Foreign Policy Research Institute A Nation Must Think Before it Acts What Another Six Years of Putin Spells for Russia’s Economy
What Another Six Years of Putin Spells for Russia’s Economy

What Another Six Years of Putin Spells for Russia’s Economy

This blog draws on a report written by David Szakonyi for FPRI’s Russia Political Economy Project, titled Governing Business: The State and Business in Russia.

Most Russians would be forgiven for skipping this month’s presidential election. With less than two weeks until polls open, we can say with strong confidence that Vladimir Putin will win his fourth term in office. Officials are taking no chances to ensure turnout isn’t embarrassingly low, however, mobilizing students and workers, plastering the regions with pro-Putin materials, and seemingly handpicking the other candidates allowed to run.

There are many consequences to holding stage-managed elections. Clearly they are a violation of basic political rights. But in most developed countries, campaigns also prompt debates over the most pressing policy issues of the time. Candidates must defend reasonably coherent positions on foreign and domestic policy. That way voters have some idea what their next leader will do upon taking office.

In contrast, the Russian presidential campaign offers nearly zero discussions of substantive issues. In his nearly two decades in politics, Putin has never publicly debated his rivals, preferring to spell out his goals in his annual state of the nation speech, this year on March 1. Given only this broad outline of his priorities, what can we expect from another six years of Putin? This analysis looks at the economic front.

Dependence on debt

Just as in 2012, the run-up to this election has seen Putin make a broad swath of promises. Even amidst aggressive saber-rattling, Putin also used his speech last week to announce a “war on poverty.” Spending on health care and infrastructure will be doubled, he promised. Salaries will rise, and these state interventions will halve the effective poverty level. These ambitious goals come in response to criticism about falling living standards in recent years.

However, Putin was vague on details about where the money will come from. On one hand, Russian authorities have made concerted efforts to squeeze taxpayers wherever possible (only, of course, after an election). Proposals have been floated to raise tax rates on individuals and companies, as well as crack down on tax evasion. But these measures will not be enough: The business lobby already began fighting new taxes last fall; taxpayers will not take kindly to seeing more of their incomes go to a government plagued by corruption.

Instead, we should expect the Russian government will look to international credit markets to fuel growth. The opportunities to borrow abroad are many. S&P recently upgraded Russia’s credit rating to investment grade, while the Trump administration has shied away from sanctioning Russian sovereign debt. Finance Minister Anton Siluanov may oppose this new push, but the outcome is inevitable: Russia can’t afford to increase spending without foreign cash.

Domestic borrowing is also the rise, the result of government support for loans. With inflation low, the Central Bank will continue to cut interest rates to pump cheap money into the corporate sector. Putin has also made a point of subsidizing lower mortgage rates, now promising a new low of 7 percent. With salaries low, Russian consumers already are borrowing at record levels to cover basic expenses.

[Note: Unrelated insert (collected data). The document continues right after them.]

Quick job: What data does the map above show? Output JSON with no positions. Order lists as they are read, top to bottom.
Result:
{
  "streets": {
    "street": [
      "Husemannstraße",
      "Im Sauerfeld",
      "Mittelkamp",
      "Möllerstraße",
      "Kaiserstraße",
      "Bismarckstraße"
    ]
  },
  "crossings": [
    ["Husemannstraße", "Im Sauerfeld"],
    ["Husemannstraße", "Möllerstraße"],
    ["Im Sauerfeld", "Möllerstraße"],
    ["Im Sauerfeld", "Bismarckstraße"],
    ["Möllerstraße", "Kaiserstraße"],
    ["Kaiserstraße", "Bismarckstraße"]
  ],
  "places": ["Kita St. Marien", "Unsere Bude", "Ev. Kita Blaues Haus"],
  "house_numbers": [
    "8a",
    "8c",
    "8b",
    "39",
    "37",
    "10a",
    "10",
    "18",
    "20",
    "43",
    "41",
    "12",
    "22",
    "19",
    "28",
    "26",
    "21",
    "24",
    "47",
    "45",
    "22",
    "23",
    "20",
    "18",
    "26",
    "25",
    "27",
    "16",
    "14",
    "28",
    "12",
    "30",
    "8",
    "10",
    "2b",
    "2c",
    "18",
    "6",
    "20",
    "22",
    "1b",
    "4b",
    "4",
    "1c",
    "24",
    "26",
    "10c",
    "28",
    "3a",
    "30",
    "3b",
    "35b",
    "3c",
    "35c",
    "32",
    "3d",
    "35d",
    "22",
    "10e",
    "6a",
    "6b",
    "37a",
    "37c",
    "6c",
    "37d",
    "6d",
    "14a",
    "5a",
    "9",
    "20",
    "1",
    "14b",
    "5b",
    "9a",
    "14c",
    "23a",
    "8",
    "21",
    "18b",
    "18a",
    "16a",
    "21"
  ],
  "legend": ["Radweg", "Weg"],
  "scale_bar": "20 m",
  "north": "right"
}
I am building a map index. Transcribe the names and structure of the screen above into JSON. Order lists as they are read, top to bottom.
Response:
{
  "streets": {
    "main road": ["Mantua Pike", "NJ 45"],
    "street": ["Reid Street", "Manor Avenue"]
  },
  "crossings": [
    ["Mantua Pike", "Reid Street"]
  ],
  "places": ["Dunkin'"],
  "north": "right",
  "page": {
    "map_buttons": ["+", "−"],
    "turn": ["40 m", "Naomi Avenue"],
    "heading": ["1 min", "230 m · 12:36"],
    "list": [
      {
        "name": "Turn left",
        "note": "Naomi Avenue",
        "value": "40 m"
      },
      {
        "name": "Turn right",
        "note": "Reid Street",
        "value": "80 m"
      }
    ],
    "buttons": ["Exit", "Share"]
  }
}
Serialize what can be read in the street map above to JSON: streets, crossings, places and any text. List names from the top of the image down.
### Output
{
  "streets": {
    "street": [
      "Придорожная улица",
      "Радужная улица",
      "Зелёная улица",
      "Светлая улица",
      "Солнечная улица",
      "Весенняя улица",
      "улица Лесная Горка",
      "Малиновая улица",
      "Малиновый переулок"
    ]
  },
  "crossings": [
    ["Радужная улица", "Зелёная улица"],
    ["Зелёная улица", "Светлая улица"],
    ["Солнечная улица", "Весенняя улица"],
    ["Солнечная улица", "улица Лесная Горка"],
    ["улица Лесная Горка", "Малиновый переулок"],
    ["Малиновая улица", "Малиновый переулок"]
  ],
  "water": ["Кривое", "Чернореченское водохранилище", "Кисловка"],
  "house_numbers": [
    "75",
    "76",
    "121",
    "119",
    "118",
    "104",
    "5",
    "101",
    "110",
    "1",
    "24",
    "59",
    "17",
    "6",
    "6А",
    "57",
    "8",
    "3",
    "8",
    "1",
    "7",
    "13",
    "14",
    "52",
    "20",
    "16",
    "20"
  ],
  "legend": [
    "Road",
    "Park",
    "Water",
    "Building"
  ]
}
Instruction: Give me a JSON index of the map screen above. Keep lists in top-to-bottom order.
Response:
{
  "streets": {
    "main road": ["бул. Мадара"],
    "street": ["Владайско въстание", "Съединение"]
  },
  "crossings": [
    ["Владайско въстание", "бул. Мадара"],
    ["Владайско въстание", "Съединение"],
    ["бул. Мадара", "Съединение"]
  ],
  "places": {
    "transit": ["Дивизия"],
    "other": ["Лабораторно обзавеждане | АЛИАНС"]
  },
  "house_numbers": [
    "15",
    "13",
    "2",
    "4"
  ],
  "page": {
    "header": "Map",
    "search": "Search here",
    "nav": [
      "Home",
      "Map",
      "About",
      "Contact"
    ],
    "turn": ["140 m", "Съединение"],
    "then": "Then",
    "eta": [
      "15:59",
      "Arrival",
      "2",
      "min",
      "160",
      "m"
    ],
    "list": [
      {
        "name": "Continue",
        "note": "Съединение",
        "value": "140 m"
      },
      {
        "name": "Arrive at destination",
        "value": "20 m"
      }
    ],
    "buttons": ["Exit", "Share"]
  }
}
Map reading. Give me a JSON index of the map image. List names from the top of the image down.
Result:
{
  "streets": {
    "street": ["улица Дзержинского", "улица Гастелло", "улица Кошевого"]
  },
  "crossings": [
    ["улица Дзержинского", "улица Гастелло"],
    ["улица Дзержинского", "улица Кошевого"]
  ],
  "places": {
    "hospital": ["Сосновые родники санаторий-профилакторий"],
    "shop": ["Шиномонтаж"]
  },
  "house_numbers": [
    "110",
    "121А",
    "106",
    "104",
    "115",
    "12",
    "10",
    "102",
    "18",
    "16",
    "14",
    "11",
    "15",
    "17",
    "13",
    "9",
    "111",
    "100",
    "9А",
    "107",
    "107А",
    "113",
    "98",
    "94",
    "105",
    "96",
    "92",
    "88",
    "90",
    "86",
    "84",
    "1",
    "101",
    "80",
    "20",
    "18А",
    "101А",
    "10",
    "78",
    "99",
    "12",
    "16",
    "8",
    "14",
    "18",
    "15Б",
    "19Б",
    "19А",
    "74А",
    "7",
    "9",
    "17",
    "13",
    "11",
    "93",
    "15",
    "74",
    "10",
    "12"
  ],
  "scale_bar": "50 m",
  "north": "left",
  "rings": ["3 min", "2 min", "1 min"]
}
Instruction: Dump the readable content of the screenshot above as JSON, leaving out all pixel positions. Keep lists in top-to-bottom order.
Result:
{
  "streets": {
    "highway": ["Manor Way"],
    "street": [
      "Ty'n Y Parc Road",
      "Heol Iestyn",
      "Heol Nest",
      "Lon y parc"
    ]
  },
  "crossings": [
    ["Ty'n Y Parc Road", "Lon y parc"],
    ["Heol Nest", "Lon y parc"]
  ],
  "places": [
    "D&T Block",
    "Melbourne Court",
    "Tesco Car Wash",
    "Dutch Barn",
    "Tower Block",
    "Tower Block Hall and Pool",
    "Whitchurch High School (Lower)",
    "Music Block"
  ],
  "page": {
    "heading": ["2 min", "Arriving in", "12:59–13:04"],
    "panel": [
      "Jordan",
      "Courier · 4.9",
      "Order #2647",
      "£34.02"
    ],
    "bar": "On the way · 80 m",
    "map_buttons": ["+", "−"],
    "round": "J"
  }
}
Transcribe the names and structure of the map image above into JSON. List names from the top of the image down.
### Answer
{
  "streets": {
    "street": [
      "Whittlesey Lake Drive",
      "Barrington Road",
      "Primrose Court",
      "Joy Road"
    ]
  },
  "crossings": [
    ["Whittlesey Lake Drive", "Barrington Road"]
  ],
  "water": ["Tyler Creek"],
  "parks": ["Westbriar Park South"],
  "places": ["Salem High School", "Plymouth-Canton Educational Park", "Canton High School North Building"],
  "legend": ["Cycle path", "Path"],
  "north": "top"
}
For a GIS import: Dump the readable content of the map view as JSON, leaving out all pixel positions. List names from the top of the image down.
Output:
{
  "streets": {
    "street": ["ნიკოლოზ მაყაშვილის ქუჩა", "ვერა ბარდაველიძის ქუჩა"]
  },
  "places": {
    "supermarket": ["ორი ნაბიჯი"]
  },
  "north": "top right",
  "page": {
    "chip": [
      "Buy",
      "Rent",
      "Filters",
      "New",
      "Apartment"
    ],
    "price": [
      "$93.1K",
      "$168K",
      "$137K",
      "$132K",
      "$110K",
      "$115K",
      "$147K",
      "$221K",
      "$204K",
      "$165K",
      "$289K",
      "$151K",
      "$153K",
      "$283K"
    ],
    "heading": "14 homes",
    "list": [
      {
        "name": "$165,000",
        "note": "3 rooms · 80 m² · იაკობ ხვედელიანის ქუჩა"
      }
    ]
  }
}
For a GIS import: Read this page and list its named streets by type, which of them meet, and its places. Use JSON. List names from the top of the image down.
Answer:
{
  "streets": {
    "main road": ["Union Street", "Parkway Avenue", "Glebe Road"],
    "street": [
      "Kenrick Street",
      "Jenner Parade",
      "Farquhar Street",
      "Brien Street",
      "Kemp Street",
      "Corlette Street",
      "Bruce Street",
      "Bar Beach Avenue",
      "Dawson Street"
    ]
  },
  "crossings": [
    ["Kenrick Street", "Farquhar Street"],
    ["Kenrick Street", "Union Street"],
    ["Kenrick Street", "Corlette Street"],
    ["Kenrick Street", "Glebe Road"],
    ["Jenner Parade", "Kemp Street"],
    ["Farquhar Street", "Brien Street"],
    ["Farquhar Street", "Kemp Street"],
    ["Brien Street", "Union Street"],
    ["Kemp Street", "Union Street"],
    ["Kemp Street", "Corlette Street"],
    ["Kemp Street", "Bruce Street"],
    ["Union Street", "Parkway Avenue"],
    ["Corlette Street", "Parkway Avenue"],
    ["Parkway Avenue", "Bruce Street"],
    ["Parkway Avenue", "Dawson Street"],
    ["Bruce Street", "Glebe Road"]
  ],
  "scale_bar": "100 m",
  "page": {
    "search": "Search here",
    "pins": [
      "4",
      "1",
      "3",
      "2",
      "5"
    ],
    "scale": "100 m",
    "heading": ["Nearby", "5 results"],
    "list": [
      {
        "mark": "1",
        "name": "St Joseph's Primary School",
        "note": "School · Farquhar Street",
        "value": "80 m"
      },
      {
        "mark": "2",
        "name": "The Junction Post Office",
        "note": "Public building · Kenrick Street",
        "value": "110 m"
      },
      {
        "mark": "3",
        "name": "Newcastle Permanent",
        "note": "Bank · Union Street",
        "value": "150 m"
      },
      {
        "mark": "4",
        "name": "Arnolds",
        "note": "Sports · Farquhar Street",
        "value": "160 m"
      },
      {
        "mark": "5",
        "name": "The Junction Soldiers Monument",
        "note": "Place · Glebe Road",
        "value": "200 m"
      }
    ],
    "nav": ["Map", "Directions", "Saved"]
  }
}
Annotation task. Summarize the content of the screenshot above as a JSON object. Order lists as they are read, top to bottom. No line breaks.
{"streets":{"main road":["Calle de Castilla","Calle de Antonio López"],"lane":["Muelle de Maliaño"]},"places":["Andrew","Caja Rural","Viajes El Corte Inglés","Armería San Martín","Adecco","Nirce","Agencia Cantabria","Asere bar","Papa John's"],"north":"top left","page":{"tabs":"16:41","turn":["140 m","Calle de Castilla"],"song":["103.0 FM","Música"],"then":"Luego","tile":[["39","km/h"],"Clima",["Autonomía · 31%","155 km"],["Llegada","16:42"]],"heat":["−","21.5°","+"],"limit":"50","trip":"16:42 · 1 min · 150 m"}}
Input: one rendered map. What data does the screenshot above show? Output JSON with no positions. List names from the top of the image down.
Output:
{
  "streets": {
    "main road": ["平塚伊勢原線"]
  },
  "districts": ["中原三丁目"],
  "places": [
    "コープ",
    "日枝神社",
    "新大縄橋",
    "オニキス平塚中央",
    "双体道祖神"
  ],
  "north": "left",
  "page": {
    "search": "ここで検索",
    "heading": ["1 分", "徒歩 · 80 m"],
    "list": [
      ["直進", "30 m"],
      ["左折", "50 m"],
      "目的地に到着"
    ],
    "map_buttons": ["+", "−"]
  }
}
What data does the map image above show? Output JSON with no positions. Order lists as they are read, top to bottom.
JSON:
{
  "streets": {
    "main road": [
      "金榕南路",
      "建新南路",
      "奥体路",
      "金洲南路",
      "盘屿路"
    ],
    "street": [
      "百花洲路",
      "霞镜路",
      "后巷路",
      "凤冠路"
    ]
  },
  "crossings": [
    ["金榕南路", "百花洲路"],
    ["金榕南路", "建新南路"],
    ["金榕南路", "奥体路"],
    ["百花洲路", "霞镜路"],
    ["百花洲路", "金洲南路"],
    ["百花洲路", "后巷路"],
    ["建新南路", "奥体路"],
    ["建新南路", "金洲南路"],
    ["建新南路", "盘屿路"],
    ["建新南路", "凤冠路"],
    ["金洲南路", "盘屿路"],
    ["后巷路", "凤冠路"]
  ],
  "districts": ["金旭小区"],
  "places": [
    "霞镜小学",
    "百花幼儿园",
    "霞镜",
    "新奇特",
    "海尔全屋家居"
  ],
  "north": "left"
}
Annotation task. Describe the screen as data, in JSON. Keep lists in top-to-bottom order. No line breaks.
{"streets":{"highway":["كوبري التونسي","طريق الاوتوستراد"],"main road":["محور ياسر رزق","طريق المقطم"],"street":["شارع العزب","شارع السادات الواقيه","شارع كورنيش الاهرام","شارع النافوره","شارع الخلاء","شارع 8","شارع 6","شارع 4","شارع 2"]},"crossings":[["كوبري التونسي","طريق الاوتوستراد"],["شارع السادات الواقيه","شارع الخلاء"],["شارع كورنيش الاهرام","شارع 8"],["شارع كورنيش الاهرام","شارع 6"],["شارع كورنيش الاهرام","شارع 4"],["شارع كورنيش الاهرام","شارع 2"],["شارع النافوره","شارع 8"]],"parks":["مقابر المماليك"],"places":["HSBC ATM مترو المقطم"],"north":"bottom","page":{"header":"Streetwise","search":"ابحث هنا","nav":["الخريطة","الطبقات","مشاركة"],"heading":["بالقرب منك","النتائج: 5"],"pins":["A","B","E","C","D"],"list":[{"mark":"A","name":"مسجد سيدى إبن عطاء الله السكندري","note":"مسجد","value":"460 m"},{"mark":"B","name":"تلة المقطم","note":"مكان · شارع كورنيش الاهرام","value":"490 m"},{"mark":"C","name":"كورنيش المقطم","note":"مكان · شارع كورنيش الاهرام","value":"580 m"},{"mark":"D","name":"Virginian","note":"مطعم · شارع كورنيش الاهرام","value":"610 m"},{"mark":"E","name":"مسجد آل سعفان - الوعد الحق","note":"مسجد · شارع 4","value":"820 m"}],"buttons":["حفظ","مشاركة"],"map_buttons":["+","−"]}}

Borrowing creates a short-term stimulus. However, Russia’s financial sector is ripe for abuse and corruption. Regulators’ attempts to purge bad banks have not yet changed a culture that prioritizes connections and kickbacks over due diligence. We could see the emergence of a risky debt bubble that comes back to haunt Russia in the same way the events of 2008 rocked the U.S. economy.

Hungry, hungry state officials

The Russian state now accounts for 70 percent of GDP, and the next six years are expected to see a doubling-down on this strategy of state ownership. Beginning in the early 2000s, the Putin government acquired large stakes in Russia’s corporate giants, positioning state-owned enterprises as the backbone of the economy. At first only “strategic” sectors were targeted, such as those connected to national security and social stability: oil and gas, metals, defense, banking, etc. This wave of state intervention outlasted even the economic headwinds of 2014, with privatization taking a back seat in the government’s crisis response. Putin’s economic approach holds that effective management can be achieved without private ownership.

Over his next term, state officials will target sectors traditionally reserved for private ownership. Authorities have tasted success in developing Russian agricultural firms; since the Soviet Union collapsed, Russia has gone from being a net wheat importer to being the world’s largest exporter. Last month, state-owned bank VTB bought a plurality stake in Magnit, one of the country’s largest retail chains, and was revealed to own part of Russia’s Burger King affiliate. It won’t be long before Russia’s fiercely competitive mobile phone and IT industries find themselves invaded by bureaucrats.        

The main reason we won’t see the state stepping back from the economy is politics. Putin is entering his presumed final term in office and the biggest question on the mind of every powerbroker in Moscow is not who will win this month, but who will succeed him in 2024. Analysts are already seeing the development of influential fiefdoms, jostling for position and accumulating state resources to support their claims to power. Under such political uncertainty, any attempts at liberalization will be paralyzed. No level of debt-fueled spending can overcome the stagnation caused by the state’s continued domination of the economy and refusal to enact real structural reforms.